PROVIDED DATA:

______________________________

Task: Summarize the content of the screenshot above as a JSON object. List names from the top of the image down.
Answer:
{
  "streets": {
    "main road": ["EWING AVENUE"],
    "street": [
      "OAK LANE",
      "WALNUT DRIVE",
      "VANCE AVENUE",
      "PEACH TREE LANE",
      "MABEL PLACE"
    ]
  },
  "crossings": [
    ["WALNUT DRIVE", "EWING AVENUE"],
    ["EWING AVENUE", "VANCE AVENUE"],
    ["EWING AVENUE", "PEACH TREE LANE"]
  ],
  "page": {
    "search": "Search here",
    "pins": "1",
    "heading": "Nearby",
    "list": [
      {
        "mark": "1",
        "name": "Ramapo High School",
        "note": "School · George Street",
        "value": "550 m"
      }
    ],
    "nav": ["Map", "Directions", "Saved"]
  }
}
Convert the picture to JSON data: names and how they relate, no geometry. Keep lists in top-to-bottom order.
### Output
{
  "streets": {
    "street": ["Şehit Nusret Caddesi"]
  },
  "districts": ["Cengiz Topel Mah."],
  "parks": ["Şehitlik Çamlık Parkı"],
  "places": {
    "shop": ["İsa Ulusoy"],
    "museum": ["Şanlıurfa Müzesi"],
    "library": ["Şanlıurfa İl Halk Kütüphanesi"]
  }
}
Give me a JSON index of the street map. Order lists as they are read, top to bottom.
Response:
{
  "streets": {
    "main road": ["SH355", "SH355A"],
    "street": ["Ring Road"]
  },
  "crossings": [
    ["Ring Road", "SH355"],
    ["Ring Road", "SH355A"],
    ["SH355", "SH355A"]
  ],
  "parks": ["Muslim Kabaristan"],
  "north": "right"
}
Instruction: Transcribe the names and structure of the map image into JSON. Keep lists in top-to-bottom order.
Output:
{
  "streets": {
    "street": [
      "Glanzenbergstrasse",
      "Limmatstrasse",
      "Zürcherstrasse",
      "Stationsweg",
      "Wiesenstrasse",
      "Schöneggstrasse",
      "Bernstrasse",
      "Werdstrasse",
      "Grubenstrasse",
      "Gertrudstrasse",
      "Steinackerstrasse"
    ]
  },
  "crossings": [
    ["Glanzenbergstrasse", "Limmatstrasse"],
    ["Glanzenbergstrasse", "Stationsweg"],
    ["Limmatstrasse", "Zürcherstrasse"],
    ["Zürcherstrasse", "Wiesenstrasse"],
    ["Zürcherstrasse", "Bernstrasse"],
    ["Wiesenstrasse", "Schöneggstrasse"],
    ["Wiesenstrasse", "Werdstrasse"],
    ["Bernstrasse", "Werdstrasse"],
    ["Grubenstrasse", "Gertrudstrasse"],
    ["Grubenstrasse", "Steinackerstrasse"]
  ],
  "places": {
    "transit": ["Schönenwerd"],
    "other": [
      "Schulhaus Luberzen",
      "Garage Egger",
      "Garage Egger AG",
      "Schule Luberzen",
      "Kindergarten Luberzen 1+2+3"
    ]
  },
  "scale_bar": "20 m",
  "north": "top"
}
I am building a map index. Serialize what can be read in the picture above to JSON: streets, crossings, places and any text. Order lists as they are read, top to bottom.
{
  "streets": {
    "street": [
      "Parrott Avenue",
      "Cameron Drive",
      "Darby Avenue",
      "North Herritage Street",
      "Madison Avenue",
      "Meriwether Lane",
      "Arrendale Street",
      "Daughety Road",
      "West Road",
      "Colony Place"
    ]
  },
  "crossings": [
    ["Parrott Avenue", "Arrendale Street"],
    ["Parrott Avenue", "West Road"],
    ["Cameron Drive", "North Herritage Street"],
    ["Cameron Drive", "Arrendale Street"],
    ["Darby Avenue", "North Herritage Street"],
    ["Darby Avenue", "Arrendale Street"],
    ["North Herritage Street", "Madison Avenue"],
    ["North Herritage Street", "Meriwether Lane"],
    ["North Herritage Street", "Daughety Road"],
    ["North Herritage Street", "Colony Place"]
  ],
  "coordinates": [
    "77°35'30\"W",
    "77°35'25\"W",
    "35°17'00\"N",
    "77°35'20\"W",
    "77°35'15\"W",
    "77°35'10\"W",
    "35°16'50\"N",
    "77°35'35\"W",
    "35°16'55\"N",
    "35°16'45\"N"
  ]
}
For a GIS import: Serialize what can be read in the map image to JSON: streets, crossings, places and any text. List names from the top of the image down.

______________________________

WHAT THIS TASK INVOLVES: Exact copies of every record are required, so retype them in full.

ANSWER SECTION:
Task: Summarize the content of the screenshot above as a JSON object. List names from the top of the image down.
Answer:
{
  "streets": {
    "main road": ["EWING AVENUE"],
    "street": [
      "OAK LANE",
      "WALNUT DRIVE",
      "VANCE AVENUE",
      "PEACH TREE LANE",
      "MABEL PLACE"
    ]
  },
  "crossings": [
    ["WALNUT DRIVE", "EWING AVENUE"],
    ["EWING AVENUE", "VANCE AVENUE"],
    ["EWING AVENUE", "PEACH TREE LANE"]
  ],
  "page": {
    "search": "Search here",
    "pins": "1",
    "heading": "Nearby",
    "list": [
      {
        "mark": "1",
        "name": "Ramapo High School",
        "note": "School · George Street",
        "value": "550 m"
      }
    ],
    "nav": ["Map", "Directions", "Saved"]
  }
}
Convert the picture to JSON data: names and how they relate, no geometry. Keep lists in top-to-bottom order.
### Output
{
  "streets": {
    "street": ["Şehit Nusret Caddesi"]
  },
  "districts": ["Cengiz Topel Mah."],
  "parks": ["Şehitlik Çamlık Parkı"],
  "places": {
    "shop": ["İsa Ulusoy"],
    "museum": ["Şanlıurfa Müzesi"],
    "library": ["Şanlıurfa İl Halk Kütüphanesi"]
  }
}
Give me a JSON index of the street map. Order lists as they are read, top to bottom.
Response:
{
  "streets": {
    "main road": ["SH355", "SH355A"],
    "street": ["Ring Road"]
  },
  "crossings": [
    ["Ring Road", "SH355"],
    ["Ring Road", "SH355A"],
    ["SH355", "SH355A"]
  ],
  "parks": ["Muslim Kabaristan"],
  "north": "right"
}
Instruction: Transcribe the names and structure of the map image into JSON. Keep lists in top-to-bottom order.
Output:
{
  "streets": {
    "street": [
      "Glanzenbergstrasse",
      "Limmatstrasse",
      "Zürcherstrasse",
      "Stationsweg",
      "Wiesenstrasse",
      "Schöneggstrasse",
      "Bernstrasse",
      "Werdstrasse",
      "Grubenstrasse",
      "Gertrudstrasse",
      "Steinackerstrasse"
    ]
  },
  "crossings": [
    ["Glanzenbergstrasse", "Limmatstrasse"],
    ["Glanzenbergstrasse", "Stationsweg"],
    ["Limmatstrasse", "Zürcherstrasse"],
    ["Zürcherstrasse", "Wiesenstrasse"],
    ["Zürcherstrasse", "Bernstrasse"],
    ["Wiesenstrasse", "Schöneggstrasse"],
    ["Wiesenstrasse", "Werdstrasse"],
    ["Bernstrasse", "Werdstrasse"],
    ["Grubenstrasse", "Gertrudstrasse"],
    ["Grubenstrasse", "Steinackerstrasse"]
  ],
  "places": {
    "transit": ["Schönenwerd"],
    "other": [
      "Schulhaus Luberzen",
      "Garage Egger",
      "Garage Egger AG",
      "Schule Luberzen",
      "Kindergarten Luberzen 1+2+3"
    ]
  },
  "scale_bar": "20 m",
  "north": "top"
}
I am building a map index. Serialize what can be read in the picture above to JSON: streets, crossings, places and any text. Order lists as they are read, top to bottom.
{
  "streets": {
    "street": [
      "Parrott Avenue",
      "Cameron Drive",
      "Darby Avenue",
      "North Herritage Street",
      "Madison Avenue",
      "Meriwether Lane",
      "Arrendale Street",
      "Daughety Road",
      "West Road",
      "Colony Place"
    ]
  },
  "crossings": [
    ["Parrott Avenue", "Arrendale Street"],
    ["Parrott Avenue", "West Road"],
    ["Cameron Drive", "North Herritage Street"],
    ["Cameron Drive", "Arrendale Street"],
    ["Darby Avenue", "North Herritage Street"],
    ["Darby Avenue", "Arrendale Street"],
    ["North Herritage Street", "Madison Avenue"],
    ["North Herritage Street", "Meriwether Lane"],
    ["North Herritage Street", "Daughety Road"],
    ["North Herritage Street", "Colony Place"]
  ],
  "coordinates": [
    "77°35'30\"W",
    "77°35'25\"W",
    "35°17'00\"N",
    "77°35'20\"W",
    "77°35'15\"W",
    "77°35'10\"W",
    "35°16'50\"N",
    "77°35'35\"W",
    "35°16'55\"N",
    "35°16'45\"N"
  ]
}
For a GIS import: Serialize what can be read in the map image to JSON: streets, crossings, places and any text. List names from the top of the image down.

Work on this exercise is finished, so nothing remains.